Mathematical structure of `git-bisect`

According to Wikipedia, the bisection method in mathematics is a root-finding method that repeatedly bisects an interval and then selects a subinterval in which a root must lie for further processing. We can use this method to find zeroes of some continuous function.

Finding zeroes of a function is a very useful concept in practice. Since the function can be almost anything, this means that we can solve about any equality.

For a given continuous function $f(x)$ , and an interval $(a, b)$ , where $f(a) > 0$ and $f(b) < 0$ (that is, the function changes sign for some value in that interval), the algorithm thus tries to minimize $\epsilon > 0$ such that $|f(c)| < \epsilon$ , where $c \in (a, b)$ .

The algorithm is as follows:

Set interval $I = (a, b)$
Calculate
- If $f(\frac{I}{2})$ is sufficiently small, stop
- Else if $f(\frac{I}{2}) > 0$ , then set $b := \frac{I}{2} = \frac{a+b}{2}$
- Else, set $a := \frac{I}{2} = \frac{a+b}{2}$
Goto 1

As always, definitions are best understood with examples, so we’ll give a few examples.

Example 1: Approximating square root

We will start by approximating the value of $\sqrt{5}$ . The function we want to find zero for is then $f(x) = x^2 - 5$ , since $f(\sqrt{5}) = 0$ . We have that $f(2) < 0 < f(4)$ , thus our interval is $I = (2, 4)$ .

Let's apply the algorithm a few times now:

a	b	$f(\frac{a+b}{2})$
2	4	$f(3) = 4 > 0$
2	3	$f(2.5) = 1.25 > 0$
2	2.5	$f(2.25) = 0.0625 > 0$
2	2.25	$f(2.125) = -0.48... < 0$
2.125	2.25	$f(2.1875) = -0.21... < 0$
2.1875	2.25	$f(2.21875) = -0.07... < 0$

So, 2.21875 is a close approximation of $\sqrt{5} = 2.236...$ . We can make it even closer by applying the algorithm a couple of more times.

Example 2: Finding a bad commit in a sequence of commits

As a second example, let’s imagine a function that will represent a bunch of Git commits, where one of the commits are bad. Let’s pick such a function at random, maybe $f(x) = -x^3 + 105x^2 - 3675x + 42875$ . We will also agree that the function returns a value greater than 0 if the software is functioning at that point of commit, and a value less than or equal to 0 otherwise.

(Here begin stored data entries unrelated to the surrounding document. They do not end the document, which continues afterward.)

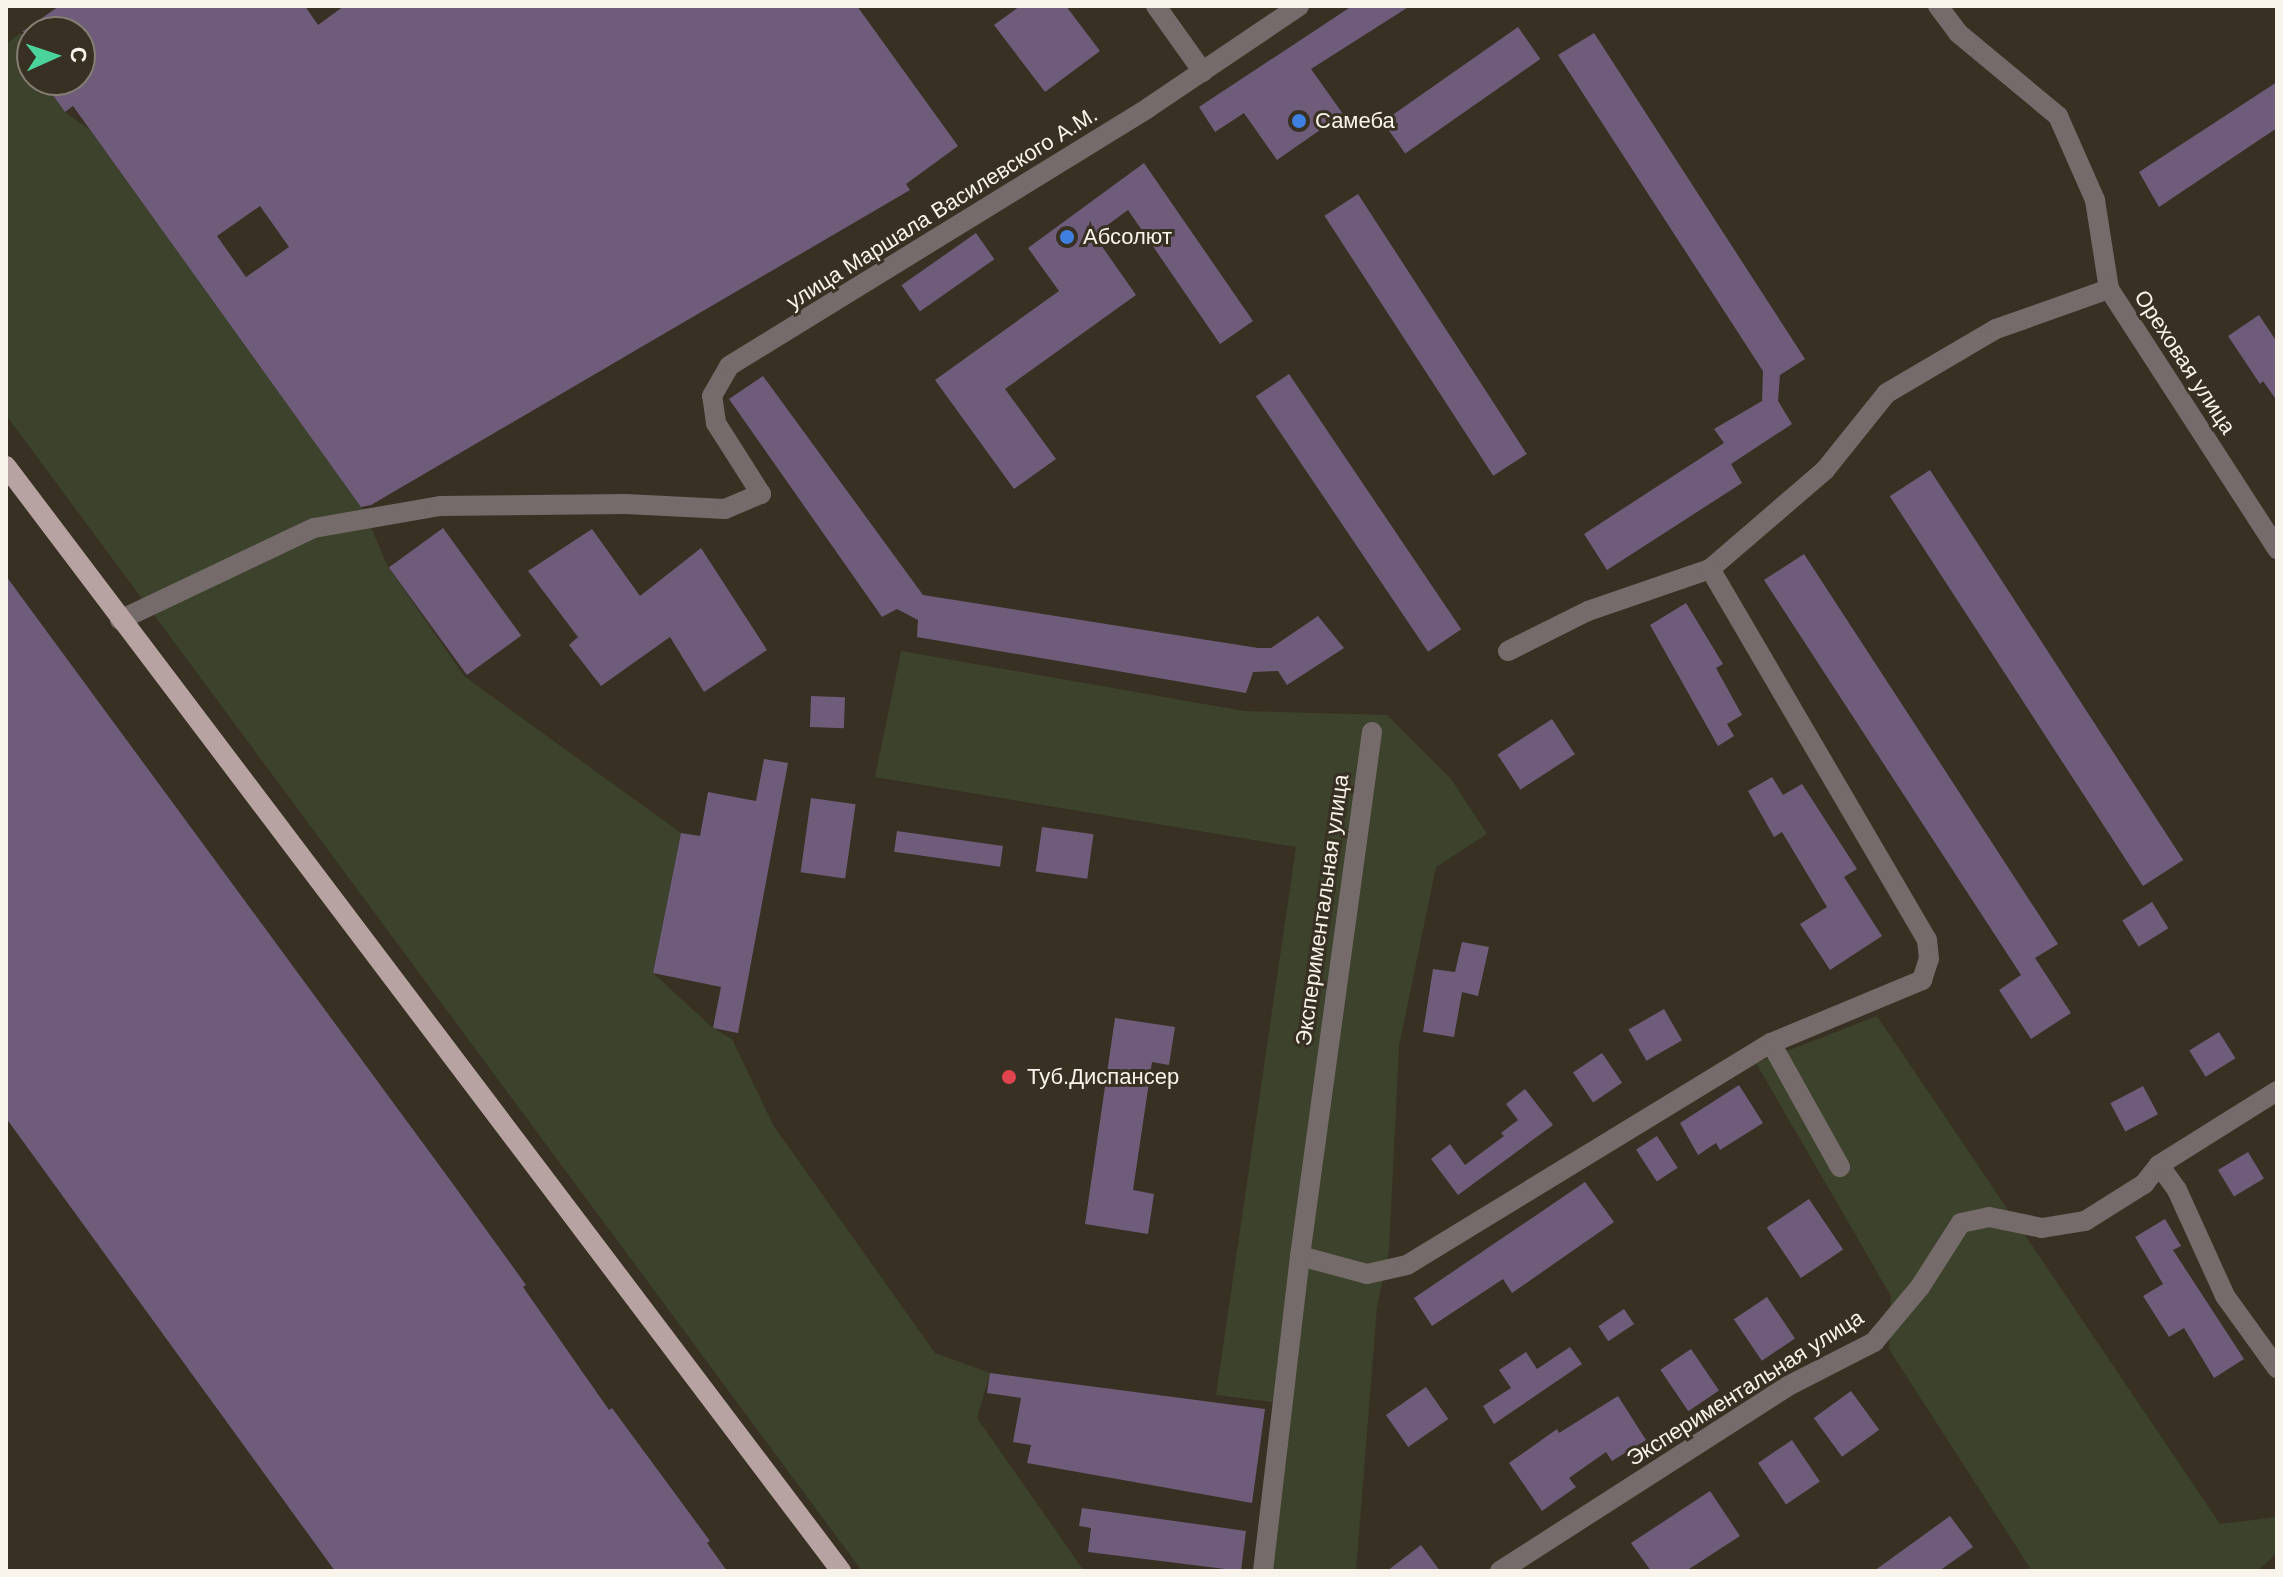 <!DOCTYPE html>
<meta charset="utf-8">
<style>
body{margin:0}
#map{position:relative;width:2283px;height:1577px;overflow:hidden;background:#383123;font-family:Arial,sans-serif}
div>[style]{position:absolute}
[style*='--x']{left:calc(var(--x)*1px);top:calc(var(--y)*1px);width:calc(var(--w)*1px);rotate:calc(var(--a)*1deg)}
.green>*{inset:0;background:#3c422b}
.building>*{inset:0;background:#6e5c7a;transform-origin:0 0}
.minor>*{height:20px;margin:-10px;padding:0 10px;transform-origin:10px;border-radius:10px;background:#756b6a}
.major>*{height:20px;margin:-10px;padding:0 10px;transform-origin:10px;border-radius:10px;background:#b6a3a2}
.dots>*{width:22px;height:22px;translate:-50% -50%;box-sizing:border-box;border:4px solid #383123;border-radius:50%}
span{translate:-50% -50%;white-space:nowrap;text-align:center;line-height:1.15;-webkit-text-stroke:6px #383123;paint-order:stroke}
.poi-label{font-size:22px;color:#f9f4eb}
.left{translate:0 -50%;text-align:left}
.street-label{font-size:22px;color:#f9f4eb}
.frame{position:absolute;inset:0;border:8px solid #f9f4eb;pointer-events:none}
.north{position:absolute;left:16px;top:16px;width:80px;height:80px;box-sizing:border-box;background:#383123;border:2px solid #857f73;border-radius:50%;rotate:87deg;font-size:22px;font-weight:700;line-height:32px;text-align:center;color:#f9f4eb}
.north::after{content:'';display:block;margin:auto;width:28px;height:36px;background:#4ad49c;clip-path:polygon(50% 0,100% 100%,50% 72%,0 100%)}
</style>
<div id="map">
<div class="green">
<div style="clip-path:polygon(20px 33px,32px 51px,32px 80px,43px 80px,65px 112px,90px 130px,363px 509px,388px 567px,465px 677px,681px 833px,653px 973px,713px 1028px,732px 1039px,773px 1125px,935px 1353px,990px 1373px,977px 1418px,1084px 1571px,862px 1571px,6px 415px,6px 44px)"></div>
<div style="clip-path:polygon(901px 651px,1244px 711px,1387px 715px,1451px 779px,1487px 834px,1436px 867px,1399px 1046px,1389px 1250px,1377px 1307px,1356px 1571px,1263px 1571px,1281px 1403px,1216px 1395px,1296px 847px,875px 777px)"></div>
<div style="clip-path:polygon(1877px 1016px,2220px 1524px,2277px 1517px,2277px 1553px,2257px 1571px,2032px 1571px,1889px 1349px,1891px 1296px,1756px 1063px)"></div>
</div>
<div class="building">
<div style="clip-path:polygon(evenodd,59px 6px,305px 6px,318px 25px,344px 6px,857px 6px,958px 146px,906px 184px,910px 190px,371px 505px,361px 507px,73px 106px,65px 112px,42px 80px,80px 80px,80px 32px,22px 32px,59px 6px,260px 206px,289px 247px,246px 277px,217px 236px,260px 206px)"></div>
<div style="clip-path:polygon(1020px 6px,1066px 6px,1100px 51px,1045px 92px,994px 25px)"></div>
<div style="clip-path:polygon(1352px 6px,1410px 6px,1311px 69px,1343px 114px,1277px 160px,1244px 113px,1215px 132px,1199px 107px)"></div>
<div style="left:1518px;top:27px;width:39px;height:165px;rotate:55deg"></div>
<div style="clip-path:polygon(1594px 33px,1805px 359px,1780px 375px,1778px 401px,1792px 424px,1731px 464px,1742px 483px,1607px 570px,1584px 534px,1724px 443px,1714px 429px,1762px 401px,1763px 371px,1558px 55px)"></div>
<div style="clip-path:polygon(2277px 82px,2277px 128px,2159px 207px,2139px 172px)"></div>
<div style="clip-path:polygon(1144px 163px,1253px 321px,1220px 344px,1128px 210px,1094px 235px,1136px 295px,1005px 389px,1056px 459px,1014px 489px,935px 380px,1059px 291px,1028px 248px)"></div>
<div style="left:1358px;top:194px;width:310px;height:40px;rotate:57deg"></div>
<div style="left:976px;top:233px;width:32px;height:91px;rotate:55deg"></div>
<div style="clip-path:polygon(2259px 315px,2277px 342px,2277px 401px,2263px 381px,2260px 384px,2228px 336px)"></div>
<div style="left:1289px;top:374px;width:308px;height:40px;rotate:56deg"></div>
<div style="clip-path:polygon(763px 376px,923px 595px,1258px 648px,1271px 648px,1318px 616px,1344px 648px,1287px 685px,1278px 671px,1253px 672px,1246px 693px,917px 637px,918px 620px,897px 609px,882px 617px,729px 399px)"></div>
<div style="left:1930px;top:470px;width:465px;height:48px;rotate:57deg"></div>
<div style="left:443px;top:528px;width:133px;height:67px;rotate:54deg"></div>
<div style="clip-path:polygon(592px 529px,640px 596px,701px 548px,767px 650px,704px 692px,670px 637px,601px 686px,569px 645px,578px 637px,528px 571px)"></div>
<div style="clip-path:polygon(1804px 554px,2058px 944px,2035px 958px,2071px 1013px,2031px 1039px,1999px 990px,2021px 975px,1764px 580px)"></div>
<div style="clip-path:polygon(6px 576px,453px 1184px,526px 1285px,523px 1287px,609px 1410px,612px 1408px,710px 1541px,707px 1543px,727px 1571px,335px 1571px,6px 1118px)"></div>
<div style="clip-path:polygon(1686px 603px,1723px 664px,1716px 668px,1742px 715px,1727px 724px,1734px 736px,1718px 746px,1650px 625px)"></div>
<div style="left:811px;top:696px;width:34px;height:31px;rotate:2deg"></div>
<div style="left:1552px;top:719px;width:42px;height:65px;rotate:57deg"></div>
<div style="clip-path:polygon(764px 759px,788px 763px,738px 1033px,713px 1028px,721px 987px,653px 973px,681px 833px,700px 836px,708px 792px,756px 801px)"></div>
<div style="clip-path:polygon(1772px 777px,1783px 795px,1802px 784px,1857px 869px,1844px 877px,1882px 936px,1830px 970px,1800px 924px,1827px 907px,1782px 832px,1774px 837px,1748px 791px)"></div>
<div style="left:811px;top:798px;width:45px;height:75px;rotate:8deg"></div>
<div style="left:1042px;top:827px;width:52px;height:45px;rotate:8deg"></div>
<div style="left:897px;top:831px;width:107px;height:21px;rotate:8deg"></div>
<div style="left:2152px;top:902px;width:31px;height:35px;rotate:58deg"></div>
<div style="clip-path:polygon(1462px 942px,1489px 947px,1478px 996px,1462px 992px,1454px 1037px,1423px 1032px,1433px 969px,1455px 972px)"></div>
<div style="left:1664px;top:1009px;width:36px;height:41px;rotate:60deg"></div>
<div style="clip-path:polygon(1115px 1018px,1175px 1027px,1169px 1065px,1152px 1062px,1133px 1190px,1154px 1194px,1148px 1234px,1085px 1224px)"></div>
<div style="left:2219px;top:1032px;width:31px;height:35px;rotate:58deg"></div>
<div style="left:1602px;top:1053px;width:36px;height:35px;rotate:56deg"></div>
<div style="clip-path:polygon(1739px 1085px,1763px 1123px,1720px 1150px,1716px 1143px,1698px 1155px,1680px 1123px)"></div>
<div style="left:2143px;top:1086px;width:32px;height:37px;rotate:62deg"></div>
<div style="clip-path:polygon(1525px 1089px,1553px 1125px,1458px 1195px,1431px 1159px,1450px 1144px,1465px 1165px,1504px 1136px,1501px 1133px,1518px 1120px,1506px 1104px)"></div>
<div style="left:1657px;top:1136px;width:38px;height:25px;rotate:57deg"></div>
<div style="left:2248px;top:1152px;width:31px;height:35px;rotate:59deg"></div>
<div style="clip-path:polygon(1585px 1182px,1614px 1222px,1512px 1293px,1503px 1279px,1432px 1326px,1414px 1298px)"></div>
<div style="left:1809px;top:1199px;width:61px;height:51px;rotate:56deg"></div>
<div style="clip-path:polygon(2165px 1219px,2181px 1246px,2173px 1250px,2244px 1359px,2214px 1378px,2184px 1328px,2169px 1337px,2143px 1296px,2163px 1284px,2135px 1237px)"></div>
<div style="left:1767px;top:1297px;width:50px;height:40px;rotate:56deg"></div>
<div style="left:1624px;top:1309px;width:18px;height:31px;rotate:56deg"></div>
<div style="clip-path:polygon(1570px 1347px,1582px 1364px,1494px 1424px,1483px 1406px,1511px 1388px,1499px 1370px,1526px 1352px,1537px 1369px)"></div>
<div style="left:1691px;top:1349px;width:50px;height:37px;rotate:56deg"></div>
<div style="clip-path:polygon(990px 1373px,1265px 1409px,1252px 1503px,1027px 1463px,1031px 1445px,1013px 1442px,1021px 1398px,987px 1393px)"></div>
<div style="left:1426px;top:1387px;width:39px;height:49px;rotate:55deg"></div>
<div style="left:1851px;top:1391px;width:48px;height:46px;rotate:54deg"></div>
<div style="clip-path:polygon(1618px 1396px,1646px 1440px,1612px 1461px,1606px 1452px,1569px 1478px,1576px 1487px,1542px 1511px,1509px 1463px,1557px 1429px,1559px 1433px)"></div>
<div style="left:1792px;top:1440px;width:50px;height:41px;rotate:56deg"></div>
<div style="clip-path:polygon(1710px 1491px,1740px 1536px,1686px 1571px,1651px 1571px,1631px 1543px)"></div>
<div style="clip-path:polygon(1082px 1508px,1246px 1531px,1241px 1571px,1088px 1552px,1091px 1528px,1079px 1526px)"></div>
<div style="clip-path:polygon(1950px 1516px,1973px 1547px,1939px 1571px,1874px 1571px)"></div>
<div style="clip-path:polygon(1421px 1545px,1440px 1571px,1387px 1571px)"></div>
</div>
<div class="minor">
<div style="--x:1156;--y:6;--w:81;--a:54.5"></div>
<div style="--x:1938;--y:6;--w:34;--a:53"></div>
<div style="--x:1958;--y:33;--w:130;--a:39.7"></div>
<div style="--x:2058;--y:116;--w:92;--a:66.2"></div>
<div style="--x:2095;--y:200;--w:90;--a:81.1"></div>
<div style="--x:2109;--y:289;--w:310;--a:57.1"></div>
<div style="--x:120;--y:620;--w:215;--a:-25.4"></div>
<div style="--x:314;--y:528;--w:128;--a:-9.9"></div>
<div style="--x:440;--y:506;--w:186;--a:-0.6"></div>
<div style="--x:626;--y:504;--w:99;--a:2.9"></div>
<div style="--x:725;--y:509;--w:39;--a:-23"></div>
<div style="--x:761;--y:494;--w:84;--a:-122.4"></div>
<div style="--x:716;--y:423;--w:27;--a:-98"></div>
<div style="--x:712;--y:396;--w:34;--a:-60"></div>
<div style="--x:729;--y:366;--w:492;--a:-31.6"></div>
<div style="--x:1148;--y:108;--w:182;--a:-34"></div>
<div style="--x:1508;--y:651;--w:89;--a:-26.6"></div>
<div style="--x:1588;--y:611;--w:129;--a:-19"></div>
<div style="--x:1710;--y:569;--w:152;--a:-40.7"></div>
<div style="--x:1825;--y:470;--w:99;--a:-51.2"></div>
<div style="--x:1887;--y:393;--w:126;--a:-30.4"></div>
<div style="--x:1996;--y:329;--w:120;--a:-19.5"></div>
<div style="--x:1771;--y:1043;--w:142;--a:60.9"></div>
<div style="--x:2159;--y:1165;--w:31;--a:54"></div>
<div style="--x:2177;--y:1190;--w:116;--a:65.6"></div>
<div style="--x:2225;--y:1296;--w:89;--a:54.2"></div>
<div style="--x:1300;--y:1256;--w:69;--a:15"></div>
<div style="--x:1367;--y:1274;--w:41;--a:-12.7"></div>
<div style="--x:1407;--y:1265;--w:426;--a:-31.4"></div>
<div style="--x:1771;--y:1043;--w:164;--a:-22.6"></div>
<div style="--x:1922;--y:980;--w:22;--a:-72"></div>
<div style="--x:1929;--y:959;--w:19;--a:-96"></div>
<div style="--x:1927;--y:940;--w:430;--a:-120.3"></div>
<div style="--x:1263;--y:1571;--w:317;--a:-83.3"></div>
<div style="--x:1300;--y:1256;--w:529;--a:-82.18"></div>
<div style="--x:1500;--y:1571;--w:342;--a:-32.7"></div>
<div style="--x:1788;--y:1386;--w:97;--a:-27.1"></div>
<div style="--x:1874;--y:1342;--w:72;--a:-50.1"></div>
<div style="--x:1920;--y:1287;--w:76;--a:-57.4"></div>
<div style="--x:1961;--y:1223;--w:29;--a:-12"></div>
<div style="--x:1989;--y:1217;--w:54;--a:11.7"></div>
<div style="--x:2042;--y:1228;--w:44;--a:-9.2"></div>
<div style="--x:2085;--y:1221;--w:70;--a:-32.1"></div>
<div style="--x:2144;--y:1184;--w:24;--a:-52"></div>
<div style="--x:2159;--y:1165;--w:139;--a:-32.1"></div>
</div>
<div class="major">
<div style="--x:6;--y:466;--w:1385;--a:52.92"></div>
</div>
<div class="dots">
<div style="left:1299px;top:121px;background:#3f7fe0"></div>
<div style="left:1067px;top:237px;background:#3f7fe0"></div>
<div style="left:1009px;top:1077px;background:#e0444e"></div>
</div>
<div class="poi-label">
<span class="left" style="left:1315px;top:121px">Самеба</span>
<span class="left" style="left:1083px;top:237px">Абсолют</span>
<span class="left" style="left:1027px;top:1077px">Туб.Диспансер</span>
</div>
<div class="street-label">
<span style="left:942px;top:208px;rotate:-32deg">улица Маршала Василевского А.М.</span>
<span style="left:2185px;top:362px;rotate:57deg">Ореховая улица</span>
<span style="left:1322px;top:910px;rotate:-82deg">Экспериментальная улица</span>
<span style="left:1745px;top:1388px;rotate:-32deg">Экспериментальная улица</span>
</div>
<div class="frame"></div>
<div class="north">С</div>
</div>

How will you find the bad commit? Brute-force or linear search is one way, but it may not be as efficient as bisecting. You can graph the function and look at its zeroes, but that’s a bit cheating, and usually impossible to do in practice with git-bisect since we cannot cover all predicates $P$ (in which case $P$ here is “software is functioning”), and thus cannot construct a graph of all such functions w.r.t commits. Since we’re cool, we’ll use the bisection method.

Let’s start at random, knowing at least one good and one bad commit. Maybe picking the interval $(10, 50)$ is a good start. We have that $f(50) < 0 < f(10)$ .

Our task is to find which commit caused the software to break. Let's apply the same algorithm.

a	b	$f(\frac{a+b}{2})$
50	10	$f(30) = 125 > 0$
50	30	$f(40) = -125 < 0$
40	30	$f(35) = 0$

So, in just 3 steps we found that the bad commit was 35.

Git-bisect

git-bisect is a very useful command. Given a sequence of commits, it allows you to find a commit that satisfies some property.

The way bisect works is that it will find zeroes of the function $f(x, y) = \text{commit} \ x \ \text{satisfies} \ P(y)$ . So, given an interval of commits $(c_1, c_2, \ldots, c_n)$ , the function will return $c_k$ such that $P(y)$ holds for it.

The fastest way to do that is to use bisection, which we explained earlier. Git uses good and bad for bisecting left and right.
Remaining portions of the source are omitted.